Aimée d'un chant de rivière - Pierrette Micheloud
Aimée d'un chant de rivière
Aimée d'un chant de rivière
Le givre fond sur tes cils
Ta prison blanche se craquelle.
Je prends mon vol. L'oie sauvage
Des monts ancestraux de la lune
M'a prêté ses ailes.
Je fends les géométries
Que l'école m'apprenait.
Notre planète embellie
De ton rire, perle ou galet
Tes cheveux à claire-voie de l'ombre.
Déjà la main se prononce
Pour une soie non filée.
À l'eau vive l'eau dit ton visage.
Pierrette MICHELOUD
(1920-2007)
1993
[En amont de l'oubli]
"Qu'est-ce qu'aimer ?" questionne le poète. Son parcours lui apprend que c'est avant tout circonscrire la mort, la dissoudre. Pierrette Micheloud, originaire de Vex, village des Alpes valaisannes, suivit des études classiques à Neuchâtel et Lausanne, puis Oxford et Paris.

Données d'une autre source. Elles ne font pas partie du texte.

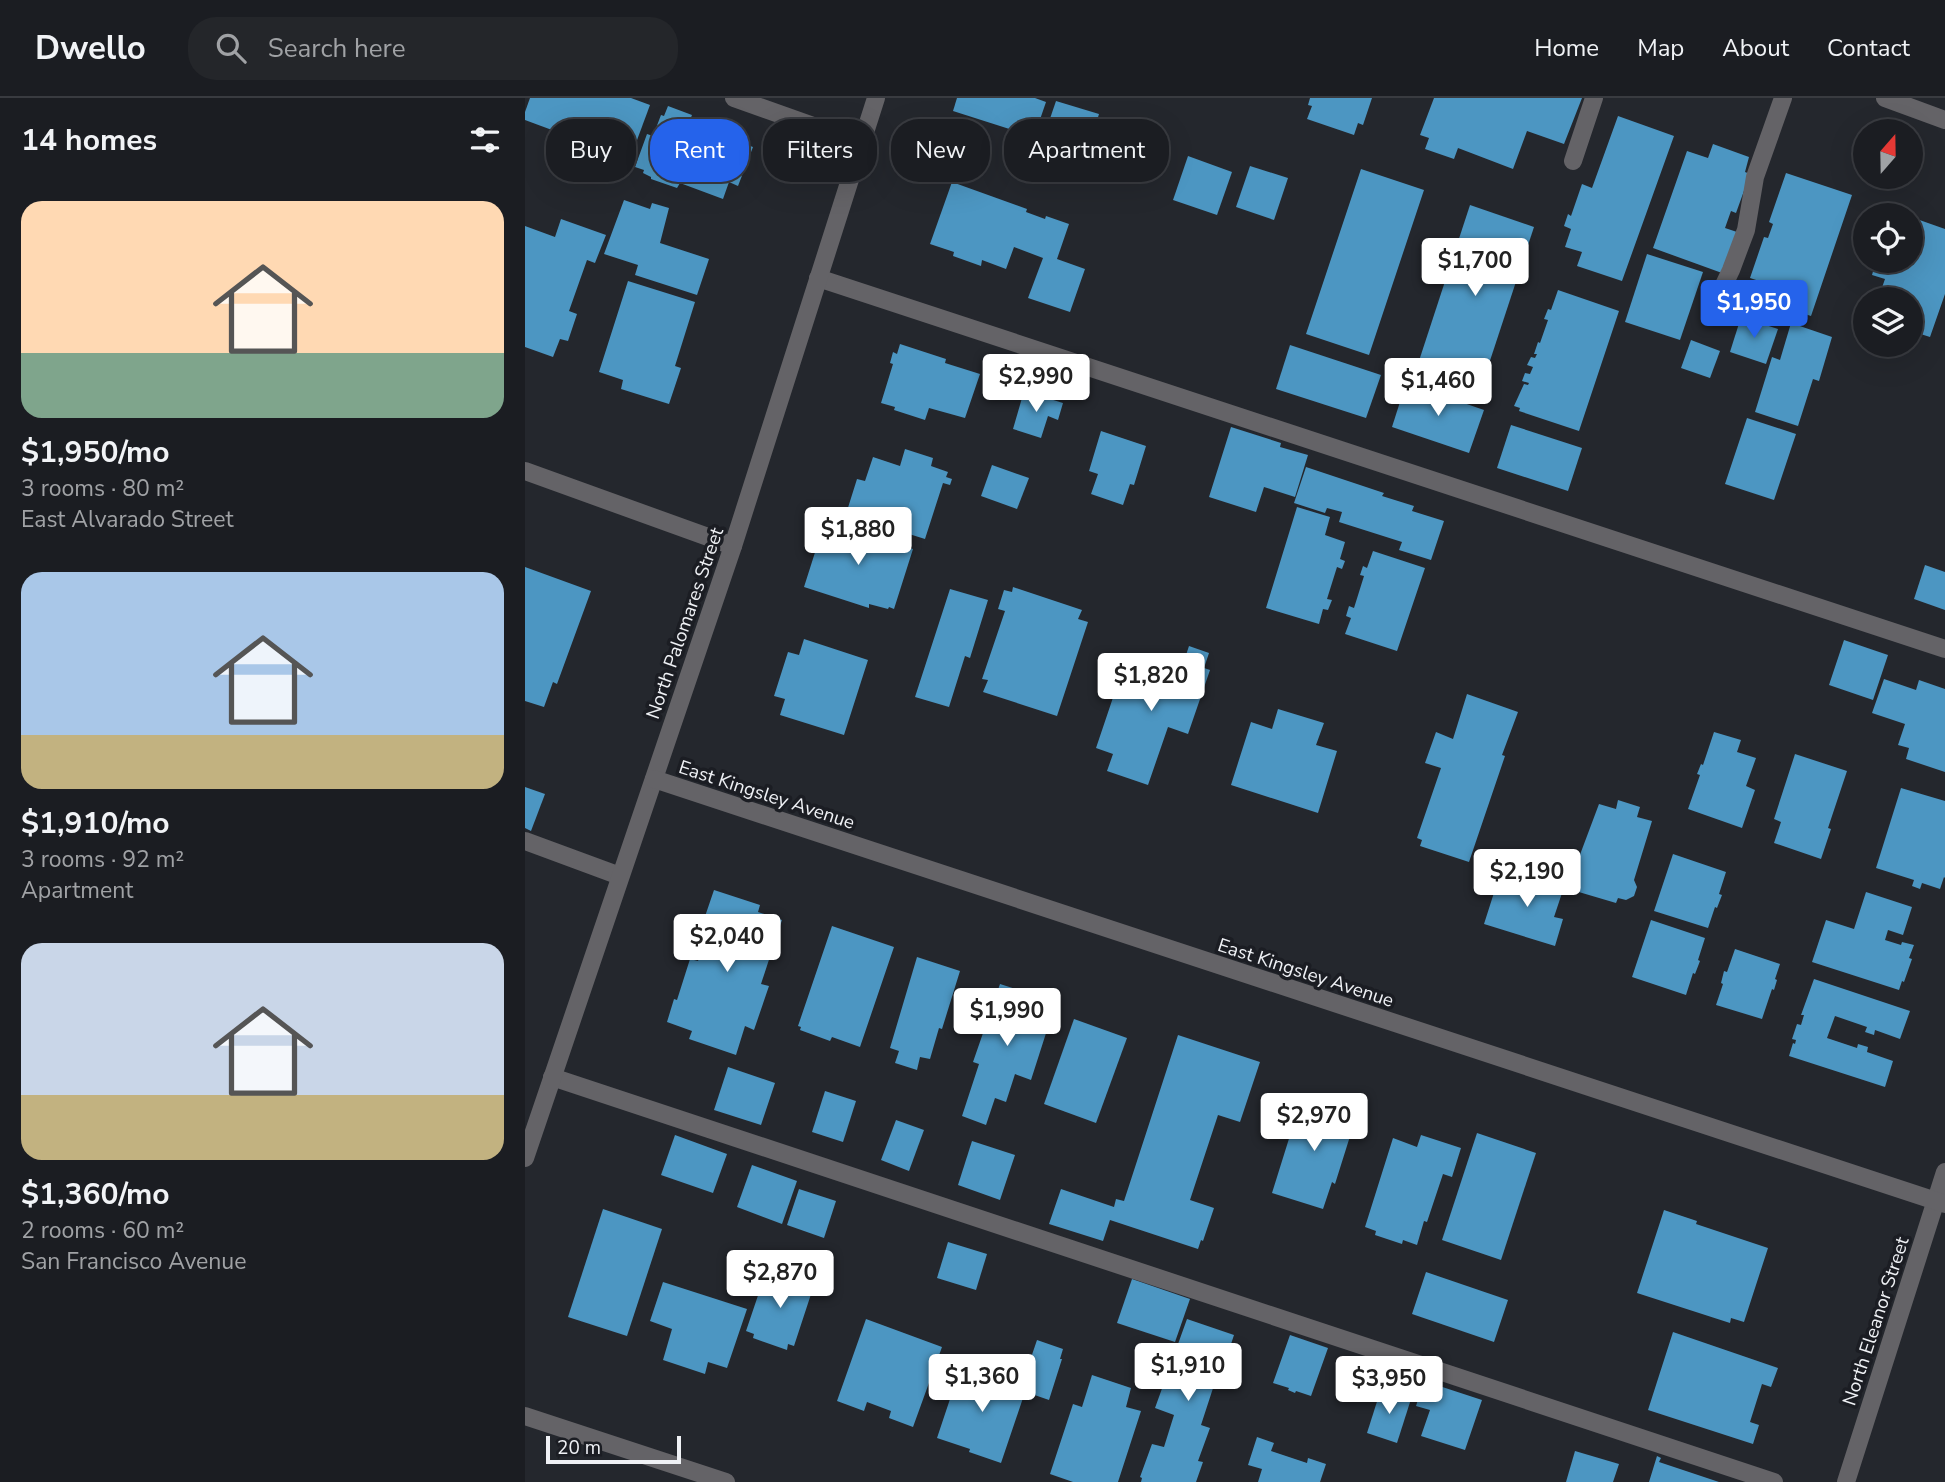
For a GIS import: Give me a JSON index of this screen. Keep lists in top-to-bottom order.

À partir de 1952, elle se partagea entre cette dernière ville et sa Suisse natale. Poète et peintre, elle collabora à de nombreux périodiques et fonda avec Édith Mora le Prix Louise-Labé (1964), dont elle présida le jury de 1985 à 1999. Elle a publié, en un demi-siècle, plus d’une vingtaine de recueils [Tout un jour toute une nuit ; Les Mots, la Pierre ; Elle, vêtue de rien], dont plusieurs ont été récompensés par des prix prestigieux. Au lendemain de sa disparition, survenue en novembre 2007, une fondation portant son nom a été créée, afin de perpétuer son œuvre plastique et littéraire.
"Nature, femme, quête de la conscience" : de ces trois fonds d'inspiration, sa poésie embrasse l'univers d'une voix généreuse et passionnée."L'artisane du verbe", qu'elle se veut être, se révèle dans ces deux vers :
Libérer le chant
De la sclérose des mots.
D'où la vie et la magie qui se dégagent de sa poésie. Dans les Cahiers de la Baule n° 72, la poétesse Andrée Chedid écrit:
"Je la connais fidèle à son destin de poète. Je la sais inscrite dans la simplicité, dans la force, dans l'élan de chaque saison, de chaque jour. Je la devine semblable à ce père qu'elle évoque : Taillant la pierre pour en dégager le vocable transparent."